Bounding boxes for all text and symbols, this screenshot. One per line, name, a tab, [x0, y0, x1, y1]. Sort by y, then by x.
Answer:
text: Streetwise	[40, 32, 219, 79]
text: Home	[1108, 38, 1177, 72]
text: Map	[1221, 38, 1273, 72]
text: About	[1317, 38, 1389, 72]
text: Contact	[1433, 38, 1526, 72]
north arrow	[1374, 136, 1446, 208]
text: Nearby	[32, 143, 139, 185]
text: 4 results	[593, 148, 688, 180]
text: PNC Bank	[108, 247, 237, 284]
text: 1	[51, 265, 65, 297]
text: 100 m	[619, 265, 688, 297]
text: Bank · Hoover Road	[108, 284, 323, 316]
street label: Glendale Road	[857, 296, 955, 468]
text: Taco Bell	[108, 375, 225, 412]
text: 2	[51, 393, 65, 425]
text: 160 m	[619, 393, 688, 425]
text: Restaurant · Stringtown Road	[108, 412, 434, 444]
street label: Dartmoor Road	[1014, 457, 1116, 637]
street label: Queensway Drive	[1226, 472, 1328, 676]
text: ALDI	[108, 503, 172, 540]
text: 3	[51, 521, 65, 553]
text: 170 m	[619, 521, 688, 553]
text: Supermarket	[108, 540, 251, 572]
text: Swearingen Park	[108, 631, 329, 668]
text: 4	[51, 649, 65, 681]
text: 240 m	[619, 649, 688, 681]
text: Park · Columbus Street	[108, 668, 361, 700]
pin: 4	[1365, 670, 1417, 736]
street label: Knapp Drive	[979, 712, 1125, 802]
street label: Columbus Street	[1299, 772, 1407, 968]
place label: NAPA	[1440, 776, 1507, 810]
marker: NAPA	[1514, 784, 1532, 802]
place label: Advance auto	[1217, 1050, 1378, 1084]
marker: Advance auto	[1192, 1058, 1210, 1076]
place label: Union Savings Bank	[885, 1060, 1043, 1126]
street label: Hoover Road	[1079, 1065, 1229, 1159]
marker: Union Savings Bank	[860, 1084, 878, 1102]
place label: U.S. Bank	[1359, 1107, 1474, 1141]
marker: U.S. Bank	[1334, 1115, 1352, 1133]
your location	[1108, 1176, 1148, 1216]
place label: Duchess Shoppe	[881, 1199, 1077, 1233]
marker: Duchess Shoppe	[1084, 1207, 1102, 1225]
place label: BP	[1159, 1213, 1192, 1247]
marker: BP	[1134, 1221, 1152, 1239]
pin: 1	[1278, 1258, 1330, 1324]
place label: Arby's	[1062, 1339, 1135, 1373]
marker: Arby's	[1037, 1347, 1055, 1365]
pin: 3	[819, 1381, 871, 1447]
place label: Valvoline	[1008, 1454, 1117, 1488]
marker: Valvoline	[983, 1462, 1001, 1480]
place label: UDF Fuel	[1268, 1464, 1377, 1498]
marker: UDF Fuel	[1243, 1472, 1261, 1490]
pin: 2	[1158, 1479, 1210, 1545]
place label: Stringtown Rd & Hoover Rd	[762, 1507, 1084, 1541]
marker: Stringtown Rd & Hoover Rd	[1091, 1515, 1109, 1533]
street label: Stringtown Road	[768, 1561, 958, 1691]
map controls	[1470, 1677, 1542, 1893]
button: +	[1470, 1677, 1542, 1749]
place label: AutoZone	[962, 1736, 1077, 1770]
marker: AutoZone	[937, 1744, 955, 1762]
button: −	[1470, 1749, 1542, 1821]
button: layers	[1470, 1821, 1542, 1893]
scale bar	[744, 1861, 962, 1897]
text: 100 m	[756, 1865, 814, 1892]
★ ★ ★ ★ ★
● **What the task requires**
Every line above should be duplicated exactly as it stands.

● **Answer area**
Bounding boxes for all text and symbols, this screenshot. One per line, name, a tab, [x0, y0, x1, y1]. Sort by y, then by x.
Answer:
text: Streetwise	[40, 32, 219, 79]
text: Home	[1108, 38, 1177, 72]
text: Map	[1221, 38, 1273, 72]
text: About	[1317, 38, 1389, 72]
text: Contact	[1433, 38, 1526, 72]
north arrow	[1374, 136, 1446, 208]
text: Nearby	[32, 143, 139, 185]
text: 4 results	[593, 148, 688, 180]
text: PNC Bank	[108, 247, 237, 284]
text: 1	[51, 265, 65, 297]
text: 100 m	[619, 265, 688, 297]
text: Bank · Hoover Road	[108, 284, 323, 316]
street label: Glendale Road	[857, 296, 955, 468]
text: Taco Bell	[108, 375, 225, 412]
text: 2	[51, 393, 65, 425]
text: 160 m	[619, 393, 688, 425]
text: Restaurant · Stringtown Road	[108, 412, 434, 444]
street label: Dartmoor Road	[1014, 457, 1116, 637]
street label: Queensway Drive	[1226, 472, 1328, 676]
text: ALDI	[108, 503, 172, 540]
text: 3	[51, 521, 65, 553]
text: 170 m	[619, 521, 688, 553]
text: Supermarket	[108, 540, 251, 572]
text: Swearingen Park	[108, 631, 329, 668]
text: 4	[51, 649, 65, 681]
text: 240 m	[619, 649, 688, 681]
text: Park · Columbus Street	[108, 668, 361, 700]
pin: 4	[1365, 670, 1417, 736]
street label: Knapp Drive	[979, 712, 1125, 802]
street label: Columbus Street	[1299, 772, 1407, 968]
place label: NAPA	[1440, 776, 1507, 810]
marker: NAPA	[1514, 784, 1532, 802]
place label: Advance auto	[1217, 1050, 1378, 1084]
marker: Advance auto	[1192, 1058, 1210, 1076]
place label: Union Savings Bank	[885, 1060, 1043, 1126]
street label: Hoover Road	[1079, 1065, 1229, 1159]
marker: Union Savings Bank	[860, 1084, 878, 1102]
place label: U.S. Bank	[1359, 1107, 1474, 1141]
marker: U.S. Bank	[1334, 1115, 1352, 1133]
your location	[1108, 1176, 1148, 1216]
place label: Duchess Shoppe	[881, 1199, 1077, 1233]
marker: Duchess Shoppe	[1084, 1207, 1102, 1225]
place label: BP	[1159, 1213, 1192, 1247]
marker: BP	[1134, 1221, 1152, 1239]
pin: 1	[1278, 1258, 1330, 1324]
place label: Arby's	[1062, 1339, 1135, 1373]
marker: Arby's	[1037, 1347, 1055, 1365]
pin: 3	[819, 1381, 871, 1447]
place label: Valvoline	[1008, 1454, 1117, 1488]
marker: Valvoline	[983, 1462, 1001, 1480]
place label: UDF Fuel	[1268, 1464, 1377, 1498]
marker: UDF Fuel	[1243, 1472, 1261, 1490]
pin: 2	[1158, 1479, 1210, 1545]
place label: Stringtown Rd & Hoover Rd	[762, 1507, 1084, 1541]
marker: Stringtown Rd & Hoover Rd	[1091, 1515, 1109, 1533]
street label: Stringtown Road	[768, 1561, 958, 1691]
map controls	[1470, 1677, 1542, 1893]
button: +	[1470, 1677, 1542, 1749]
place label: AutoZone	[962, 1736, 1077, 1770]
marker: AutoZone	[937, 1744, 955, 1762]
button: −	[1470, 1749, 1542, 1821]
button: layers	[1470, 1821, 1542, 1893]
scale bar	[744, 1861, 962, 1897]
text: 100 m	[756, 1865, 814, 1892]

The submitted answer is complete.